Alas, along with great power, forms filled out in triplicate were also important to being the leader of a hidden village and a leader was what he wanted to be. So, with grudging respect for the man who never allowed his sons to call him Father, Fifth Kazekage Sabaku Gaara sat down at his wide wooden desk every morning and got to work. 

There was a betting pool going on down in the Missions office regarding how long it would take Gaara to wade through the paperwork left behind. The smart money was on a matter of weeks. After all, the Fifth didn't have to _sleep._

Even with this monumental advantage, however, there were some things Gaara couldn't afford to be worried about. Those older files were left in haphazard piles while the issues of the moment took up precedence. Late at night, when he had finished the immediate paperwork, Gaara would sometimes turn his attentions to these older tasks, stubbornly wearing away the walls that encroached on his space. The activity kept his mind from wandering (and a certain unwelcome mental roommate from making unreasonable and bloody demands) until the sun crept over Suna's rooftops.

Tonight was one such night.

The windows of the office were rattling. A sandstorm was rolling through; a smaller one, wouldn't last more than two hours, but every housewife in Suna would be out with their brooms the next morning, waging war against the elements. In the midst of a series of old requests from the deeper desert tribes and reports on the viability of several new spots for digging wells Gaara discovered an anomaly.

Namely, a Jounin personnel file.

 _Sabaku Kankuro_ was written on the tab across the top, the seal of the Red Sands Playhouse stamped in the lower corner to indicate that the ninja in question was a member of the puppeteer brigade.

How this particular file had wound up in the pile-of-stuff-to-bury-in-sand-so-Baki-wouldn't-fret-over-it, Gaara wasn't sure. Perhaps he needed a better filing method than 'depth of sand in which this particular pile will be buried'. He was certain that his older brother's missions file was something he should keep handy, seeing as Kankuro was a healthy jounin and, barring any incredible unpleasantness in the future, would continue going on missions for quite some time.

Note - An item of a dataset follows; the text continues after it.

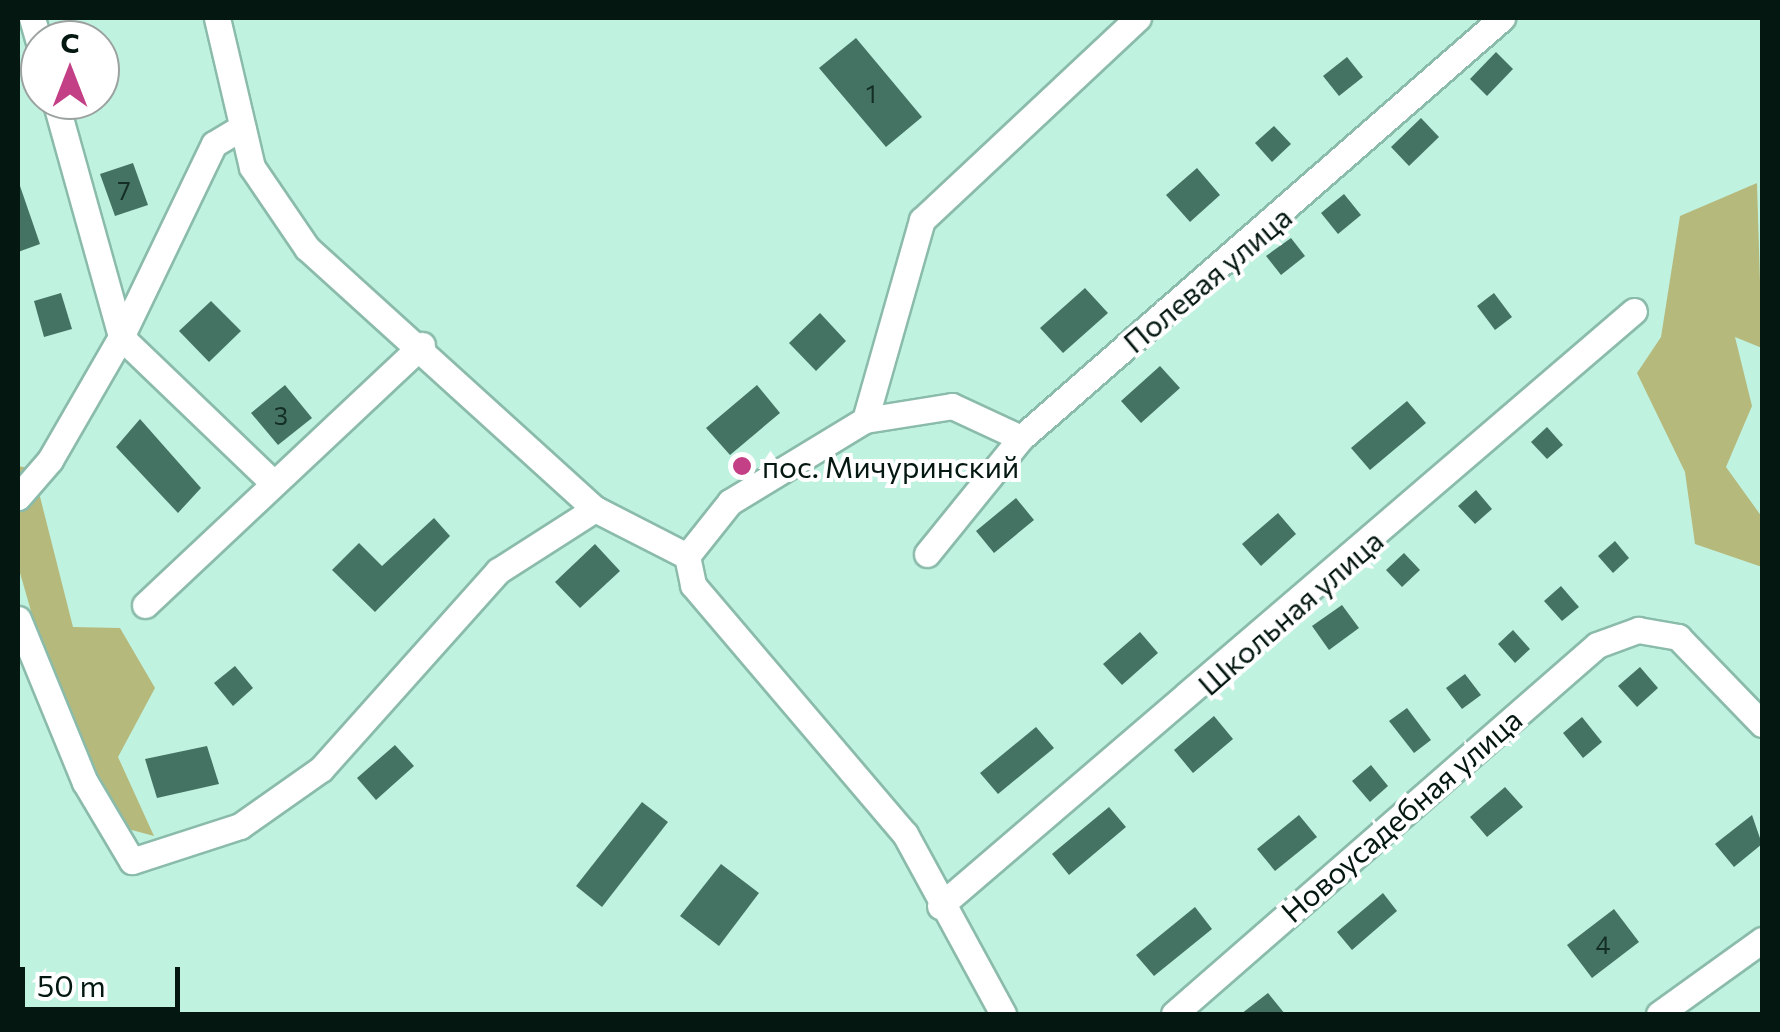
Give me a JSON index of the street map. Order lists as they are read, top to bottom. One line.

Idyly curious, Gaara flipped the file open.

_Name: Sabaku, Kankuro._

_Age: 17_

_Rank: Jounin_

_Affilation: Puppeteer of Red Sands Master_

_Blood Type: B_

_Height: 6' 1"_

_Weight: 134_

_Team Members: Sabaku Gaara and Temari_

_Teacher(s): Mitsuki Baki, Elder Chiyo, Mitsuzaka Kadaj._

_Missions:_  
_C Rank: 9 Complete_  
_B Rank: 10 Complete_  
_A Rank: 23 Complete_  
_S Rank: 1 Complete_

Gaara allowed his eyes to scan the information, taking it in. Most of it he knew. As Kankuro's default Team Leader, he had committed almost all of it to memory when they had unwillingly formed a team together at the beginning of their genin days. From Kankuro's specialized puppeteer training with Chiyo and Kadaj to his puppeteer Mastery, it was all old news.

Except for one thing.

The A rank listing was not correct.

It couldn't be. The siblings as Team Baki had only gone on twenty A rank missions, and most of those had merely been a case of 'Kill everyone and get out fast' meaning that while his brother and sister had stood by and kept an eye out, Gaara had decimated everything in his path. Very basic, cut and dry. Most of them hadn't even been officially listed until a few months ago. 

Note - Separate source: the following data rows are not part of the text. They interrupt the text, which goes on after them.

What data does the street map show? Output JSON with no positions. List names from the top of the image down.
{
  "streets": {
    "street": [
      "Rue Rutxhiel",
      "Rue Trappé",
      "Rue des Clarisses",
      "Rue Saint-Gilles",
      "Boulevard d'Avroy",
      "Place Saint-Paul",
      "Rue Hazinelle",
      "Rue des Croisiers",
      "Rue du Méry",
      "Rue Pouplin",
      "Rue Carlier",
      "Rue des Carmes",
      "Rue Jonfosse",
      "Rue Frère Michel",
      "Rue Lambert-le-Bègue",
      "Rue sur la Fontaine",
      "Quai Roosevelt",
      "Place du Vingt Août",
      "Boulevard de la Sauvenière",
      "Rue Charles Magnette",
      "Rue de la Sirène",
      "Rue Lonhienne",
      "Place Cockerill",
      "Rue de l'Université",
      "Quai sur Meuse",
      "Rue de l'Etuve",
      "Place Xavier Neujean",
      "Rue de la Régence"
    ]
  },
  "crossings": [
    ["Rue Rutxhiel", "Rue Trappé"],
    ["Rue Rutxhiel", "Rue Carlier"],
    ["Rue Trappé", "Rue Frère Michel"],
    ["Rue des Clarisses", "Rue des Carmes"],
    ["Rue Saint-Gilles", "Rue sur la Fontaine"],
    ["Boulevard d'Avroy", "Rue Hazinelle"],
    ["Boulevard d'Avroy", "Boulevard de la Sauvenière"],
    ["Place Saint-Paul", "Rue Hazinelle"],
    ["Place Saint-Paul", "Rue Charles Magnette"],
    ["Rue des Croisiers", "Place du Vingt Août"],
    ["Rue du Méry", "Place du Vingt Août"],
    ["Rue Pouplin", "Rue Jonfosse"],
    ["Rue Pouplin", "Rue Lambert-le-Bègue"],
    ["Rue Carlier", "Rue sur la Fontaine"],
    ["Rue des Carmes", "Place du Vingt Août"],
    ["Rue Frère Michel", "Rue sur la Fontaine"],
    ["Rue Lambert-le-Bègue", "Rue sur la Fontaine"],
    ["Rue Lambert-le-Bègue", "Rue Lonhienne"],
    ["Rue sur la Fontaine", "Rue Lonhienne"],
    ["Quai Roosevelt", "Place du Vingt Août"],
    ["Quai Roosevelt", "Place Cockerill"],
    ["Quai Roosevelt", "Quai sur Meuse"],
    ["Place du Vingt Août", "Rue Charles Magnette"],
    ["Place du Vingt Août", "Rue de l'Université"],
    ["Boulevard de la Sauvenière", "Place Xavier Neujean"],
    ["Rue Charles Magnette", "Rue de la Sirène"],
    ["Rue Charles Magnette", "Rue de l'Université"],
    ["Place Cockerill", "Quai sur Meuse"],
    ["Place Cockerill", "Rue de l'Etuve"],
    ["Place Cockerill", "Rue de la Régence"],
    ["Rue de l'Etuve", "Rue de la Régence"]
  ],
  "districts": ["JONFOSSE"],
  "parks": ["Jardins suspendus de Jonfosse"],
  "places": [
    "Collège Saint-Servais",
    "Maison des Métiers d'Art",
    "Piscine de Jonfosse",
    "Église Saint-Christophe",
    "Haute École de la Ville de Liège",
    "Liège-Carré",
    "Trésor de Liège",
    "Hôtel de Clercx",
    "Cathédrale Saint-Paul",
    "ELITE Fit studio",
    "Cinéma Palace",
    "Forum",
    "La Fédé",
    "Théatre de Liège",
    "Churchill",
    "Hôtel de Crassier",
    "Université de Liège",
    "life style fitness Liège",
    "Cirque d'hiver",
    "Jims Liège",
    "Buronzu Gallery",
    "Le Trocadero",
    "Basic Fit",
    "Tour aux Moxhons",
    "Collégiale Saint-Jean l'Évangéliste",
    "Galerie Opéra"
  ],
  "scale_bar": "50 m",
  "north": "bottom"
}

So why did this file assign Kankuro at twenty three A ranks?

It could be a clerical error. A lot of things in Suna had been given a lick and a promise after the failed Konoha invasion, and this had to be a newer copy of Kankuro's file, removing some of the blackouts and reassessing what counted as top secret. One hairless brow quirked and curiosity moving from idle to intense, Gaara flipped through the other papers in the thick folder. 

Medical reports, examination results, poison diagrams...soon Gaara reached the mission reports, uniform pieces of paper with the same fill-in-the-blank format. The D rank reports were all written in Baki's neat, militaristic handwriting. As the missions got harder and they had learned to fill out their own paperwork, Baki had handed the reports over to the three of them. The copies of the C and B rank missions were all in Kankuro's surprisingly elegant calligraphy.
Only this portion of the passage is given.